Facebook’s 10th Birthday: 5 Things Every 10-year-old Should Know
Turning 10 is a huge milestone. It’s the first time you feel a little more ‘grown-up.’ At 10, though, there are some lessons you should have learned. As we celebrate the 10th birthday of Facebook, I thought it would be nice to remind our favorite 10-year-old of some of the things they should have already learned:
1. Just Because You LIKE Someone Today . . . doesn’t mean you will like them forever. It’s just our nature to fall in and out of like with things, people, places and ideas. Just because someone doesn’t LIKE you anymore, doesn’t mean they are insulting you – it just means you’ve moved apart a little more.
2. Keep Your Friends’ Secrets . . . and you will have a friend forever. It’s never a good idea to share secrets that someone has trusted you with. To keep a friend, you need to keep their secrets. That includes things like age, location, text messages, passwords . . .you keep my secrets, we’ll be friends forever.
3. Just Because You’re 10, Doesn’t Mean You Know Everything . . . although this attitude gets worse with teenager-hood, it starts early.
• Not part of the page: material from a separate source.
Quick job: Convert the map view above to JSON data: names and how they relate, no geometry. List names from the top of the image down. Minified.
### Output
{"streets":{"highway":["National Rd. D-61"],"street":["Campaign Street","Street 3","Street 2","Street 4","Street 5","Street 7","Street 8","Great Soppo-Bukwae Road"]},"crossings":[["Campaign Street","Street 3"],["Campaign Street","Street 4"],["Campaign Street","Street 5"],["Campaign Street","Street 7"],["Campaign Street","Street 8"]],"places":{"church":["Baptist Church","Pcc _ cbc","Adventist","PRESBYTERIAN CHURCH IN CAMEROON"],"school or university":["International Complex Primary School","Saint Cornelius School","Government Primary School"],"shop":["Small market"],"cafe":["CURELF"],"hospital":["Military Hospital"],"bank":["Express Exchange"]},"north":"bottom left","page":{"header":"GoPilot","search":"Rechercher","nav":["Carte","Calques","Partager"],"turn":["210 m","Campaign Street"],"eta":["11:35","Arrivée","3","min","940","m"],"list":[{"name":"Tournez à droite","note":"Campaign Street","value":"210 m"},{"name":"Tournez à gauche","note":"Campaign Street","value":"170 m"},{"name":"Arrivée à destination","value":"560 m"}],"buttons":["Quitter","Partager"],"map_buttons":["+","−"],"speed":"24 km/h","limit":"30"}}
Sometimes, though, it’s important to admit when you’ve made a mistake or that you’re not sure of something. For instance, if you didn’t really think that giving my personal information to a 3rd party without my permission might make me mad . . . you don’t know everything. And, when you do over-step . . . a nice apology goes a long way.
4. Yes, You CAN Be Too Popular and Too Cool so make sure you pay attention to your ‘uncool’ friends who have been with you a long time. If you pay too much attention to fads and trends, you’ll be the 30-year-old with the high school picture everyone laughs at. You’ve seen it happen already to others so making sure you respect your elders and can still talk with the cool kids will get you pretty far.
5. Spend Your Allowance Wisely and always remember the rule of three: spend a little, give a little and save a little. If you can remember that at 10, you’ll live that the rest of your life. It will keep you from having emergencies you can’t handle, it will give you the opportunity to help others and it will make your decisions about the future, not the present.